Available data Block Start

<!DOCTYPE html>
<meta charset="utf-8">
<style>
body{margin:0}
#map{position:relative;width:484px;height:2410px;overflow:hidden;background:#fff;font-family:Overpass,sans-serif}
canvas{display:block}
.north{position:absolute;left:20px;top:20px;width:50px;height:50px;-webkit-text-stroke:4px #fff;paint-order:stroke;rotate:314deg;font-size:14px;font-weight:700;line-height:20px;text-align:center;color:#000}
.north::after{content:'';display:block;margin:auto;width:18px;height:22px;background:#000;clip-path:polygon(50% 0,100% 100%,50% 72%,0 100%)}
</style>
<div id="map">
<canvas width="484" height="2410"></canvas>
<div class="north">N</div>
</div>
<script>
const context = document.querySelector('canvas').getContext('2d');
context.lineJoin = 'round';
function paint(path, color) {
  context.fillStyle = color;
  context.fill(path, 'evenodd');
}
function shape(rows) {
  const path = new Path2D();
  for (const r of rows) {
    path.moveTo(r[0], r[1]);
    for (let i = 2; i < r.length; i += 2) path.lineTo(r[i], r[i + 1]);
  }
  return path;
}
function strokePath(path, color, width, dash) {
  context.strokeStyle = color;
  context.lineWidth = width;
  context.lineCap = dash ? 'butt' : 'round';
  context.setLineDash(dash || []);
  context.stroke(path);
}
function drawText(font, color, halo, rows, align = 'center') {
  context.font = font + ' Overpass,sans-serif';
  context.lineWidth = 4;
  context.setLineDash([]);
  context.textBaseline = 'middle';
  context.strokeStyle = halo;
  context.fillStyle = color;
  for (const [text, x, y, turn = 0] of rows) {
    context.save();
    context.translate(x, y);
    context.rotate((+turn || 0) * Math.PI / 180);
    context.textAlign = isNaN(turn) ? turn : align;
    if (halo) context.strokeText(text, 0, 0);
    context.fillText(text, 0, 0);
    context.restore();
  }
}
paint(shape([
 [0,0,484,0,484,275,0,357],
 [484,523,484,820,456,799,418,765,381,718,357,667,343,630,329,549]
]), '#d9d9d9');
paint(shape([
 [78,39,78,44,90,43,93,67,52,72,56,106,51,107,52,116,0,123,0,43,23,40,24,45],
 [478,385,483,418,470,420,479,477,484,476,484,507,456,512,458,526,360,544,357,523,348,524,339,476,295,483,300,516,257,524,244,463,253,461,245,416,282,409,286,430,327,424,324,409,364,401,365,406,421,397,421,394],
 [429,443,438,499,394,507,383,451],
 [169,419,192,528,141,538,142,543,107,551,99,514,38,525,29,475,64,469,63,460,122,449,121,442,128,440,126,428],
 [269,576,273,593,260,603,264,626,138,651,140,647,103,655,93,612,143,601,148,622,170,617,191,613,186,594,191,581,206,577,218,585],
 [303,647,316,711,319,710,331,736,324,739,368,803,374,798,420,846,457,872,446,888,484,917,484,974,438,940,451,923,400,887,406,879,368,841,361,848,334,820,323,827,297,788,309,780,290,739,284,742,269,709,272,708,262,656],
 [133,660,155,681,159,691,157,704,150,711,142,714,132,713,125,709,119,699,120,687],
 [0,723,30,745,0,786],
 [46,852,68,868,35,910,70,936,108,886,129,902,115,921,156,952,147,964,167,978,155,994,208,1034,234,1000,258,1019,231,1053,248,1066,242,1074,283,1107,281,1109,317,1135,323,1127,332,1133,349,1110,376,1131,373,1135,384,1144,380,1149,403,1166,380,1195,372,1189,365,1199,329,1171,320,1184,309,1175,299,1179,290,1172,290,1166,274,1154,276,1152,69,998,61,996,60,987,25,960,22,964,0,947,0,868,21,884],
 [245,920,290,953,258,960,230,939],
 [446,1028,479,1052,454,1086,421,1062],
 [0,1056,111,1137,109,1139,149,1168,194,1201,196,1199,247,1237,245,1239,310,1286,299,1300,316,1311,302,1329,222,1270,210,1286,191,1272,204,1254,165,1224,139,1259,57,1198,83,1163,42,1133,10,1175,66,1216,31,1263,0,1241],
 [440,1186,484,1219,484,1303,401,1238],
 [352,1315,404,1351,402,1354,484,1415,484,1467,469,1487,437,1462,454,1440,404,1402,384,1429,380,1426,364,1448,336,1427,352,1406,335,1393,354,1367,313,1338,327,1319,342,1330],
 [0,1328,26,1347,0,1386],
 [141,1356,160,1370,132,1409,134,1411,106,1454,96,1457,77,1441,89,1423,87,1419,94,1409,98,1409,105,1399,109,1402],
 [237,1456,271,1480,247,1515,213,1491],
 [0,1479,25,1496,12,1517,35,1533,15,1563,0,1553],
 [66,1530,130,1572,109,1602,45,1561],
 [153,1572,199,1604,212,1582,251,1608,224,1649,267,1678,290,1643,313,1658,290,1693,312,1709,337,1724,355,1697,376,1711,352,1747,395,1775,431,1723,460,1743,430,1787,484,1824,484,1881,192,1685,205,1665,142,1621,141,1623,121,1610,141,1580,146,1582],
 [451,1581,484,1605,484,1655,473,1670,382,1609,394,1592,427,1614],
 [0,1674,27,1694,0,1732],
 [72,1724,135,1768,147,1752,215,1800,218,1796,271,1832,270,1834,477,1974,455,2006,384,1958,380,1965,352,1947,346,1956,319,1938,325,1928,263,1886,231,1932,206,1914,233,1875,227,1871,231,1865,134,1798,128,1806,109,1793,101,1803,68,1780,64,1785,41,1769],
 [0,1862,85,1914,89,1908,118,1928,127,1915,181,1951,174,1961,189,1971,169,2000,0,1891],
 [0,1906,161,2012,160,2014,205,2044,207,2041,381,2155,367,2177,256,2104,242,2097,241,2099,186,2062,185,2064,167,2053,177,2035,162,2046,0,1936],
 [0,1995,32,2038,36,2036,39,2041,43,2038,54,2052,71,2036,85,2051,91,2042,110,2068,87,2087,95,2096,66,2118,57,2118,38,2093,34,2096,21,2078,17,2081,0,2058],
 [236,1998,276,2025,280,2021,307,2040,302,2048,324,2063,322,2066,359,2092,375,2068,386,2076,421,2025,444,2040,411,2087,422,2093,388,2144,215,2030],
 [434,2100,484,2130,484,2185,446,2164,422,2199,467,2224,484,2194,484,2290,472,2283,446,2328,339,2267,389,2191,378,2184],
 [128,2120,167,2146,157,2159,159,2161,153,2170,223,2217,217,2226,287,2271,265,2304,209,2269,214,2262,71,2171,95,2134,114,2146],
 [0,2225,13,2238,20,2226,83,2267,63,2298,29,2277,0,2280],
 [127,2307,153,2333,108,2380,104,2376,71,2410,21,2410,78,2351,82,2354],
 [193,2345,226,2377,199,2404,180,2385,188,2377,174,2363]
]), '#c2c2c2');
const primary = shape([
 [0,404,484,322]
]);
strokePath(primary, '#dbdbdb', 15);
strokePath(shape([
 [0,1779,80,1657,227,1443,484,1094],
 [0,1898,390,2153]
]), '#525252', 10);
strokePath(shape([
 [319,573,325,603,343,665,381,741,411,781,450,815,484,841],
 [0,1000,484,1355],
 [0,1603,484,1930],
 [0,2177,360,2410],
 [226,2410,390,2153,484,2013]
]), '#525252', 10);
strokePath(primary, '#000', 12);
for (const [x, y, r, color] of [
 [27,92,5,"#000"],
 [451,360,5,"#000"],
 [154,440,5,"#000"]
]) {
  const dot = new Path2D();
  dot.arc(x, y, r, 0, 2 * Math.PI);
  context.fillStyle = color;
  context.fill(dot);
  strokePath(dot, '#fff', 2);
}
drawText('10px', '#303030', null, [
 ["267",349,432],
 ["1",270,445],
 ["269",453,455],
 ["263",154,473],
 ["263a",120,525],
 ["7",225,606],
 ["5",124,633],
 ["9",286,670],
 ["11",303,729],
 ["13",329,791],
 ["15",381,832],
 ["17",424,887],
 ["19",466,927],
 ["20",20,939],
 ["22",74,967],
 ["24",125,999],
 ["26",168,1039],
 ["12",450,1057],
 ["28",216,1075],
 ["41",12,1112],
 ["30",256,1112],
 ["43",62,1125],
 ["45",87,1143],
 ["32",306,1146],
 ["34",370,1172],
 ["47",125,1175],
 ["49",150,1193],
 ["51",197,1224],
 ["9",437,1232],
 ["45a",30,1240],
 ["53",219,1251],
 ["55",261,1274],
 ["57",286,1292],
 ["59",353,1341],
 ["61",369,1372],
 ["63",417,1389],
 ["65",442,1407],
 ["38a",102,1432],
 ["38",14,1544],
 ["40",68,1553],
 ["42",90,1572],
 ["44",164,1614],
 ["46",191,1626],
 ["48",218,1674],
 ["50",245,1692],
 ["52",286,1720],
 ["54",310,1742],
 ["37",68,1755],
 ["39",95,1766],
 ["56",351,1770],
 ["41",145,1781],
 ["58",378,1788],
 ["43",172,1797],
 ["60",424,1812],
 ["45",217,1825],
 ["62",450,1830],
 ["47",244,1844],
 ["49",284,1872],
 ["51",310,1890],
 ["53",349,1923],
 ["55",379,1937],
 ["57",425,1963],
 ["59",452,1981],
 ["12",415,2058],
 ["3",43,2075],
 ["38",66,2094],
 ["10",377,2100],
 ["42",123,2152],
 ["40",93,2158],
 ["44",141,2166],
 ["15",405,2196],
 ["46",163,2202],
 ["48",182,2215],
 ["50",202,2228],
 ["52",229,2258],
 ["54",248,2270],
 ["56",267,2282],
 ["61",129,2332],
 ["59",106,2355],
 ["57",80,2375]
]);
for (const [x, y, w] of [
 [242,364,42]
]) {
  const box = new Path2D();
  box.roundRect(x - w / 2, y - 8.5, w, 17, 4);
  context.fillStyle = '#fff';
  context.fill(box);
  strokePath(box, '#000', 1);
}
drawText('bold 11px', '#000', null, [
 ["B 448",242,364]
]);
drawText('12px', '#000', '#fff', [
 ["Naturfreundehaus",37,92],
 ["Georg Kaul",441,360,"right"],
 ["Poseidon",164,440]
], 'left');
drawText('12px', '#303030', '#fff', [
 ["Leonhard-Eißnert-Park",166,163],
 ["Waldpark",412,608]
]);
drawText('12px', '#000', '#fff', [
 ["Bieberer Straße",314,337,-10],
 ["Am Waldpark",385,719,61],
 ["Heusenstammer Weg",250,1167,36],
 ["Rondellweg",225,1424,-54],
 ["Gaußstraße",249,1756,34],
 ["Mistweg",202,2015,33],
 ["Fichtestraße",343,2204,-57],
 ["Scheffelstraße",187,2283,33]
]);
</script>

Available data Block End

> [Task item]: Search the entries above for the string "rows". Copy each line that holds it.

> [Result of this task]:
function shape(rows) {
  for (const r of rows) {
function drawText(font, color, halo, rows, align = 'center') {
  for (const [text, x, y, turn = 0] of rows) {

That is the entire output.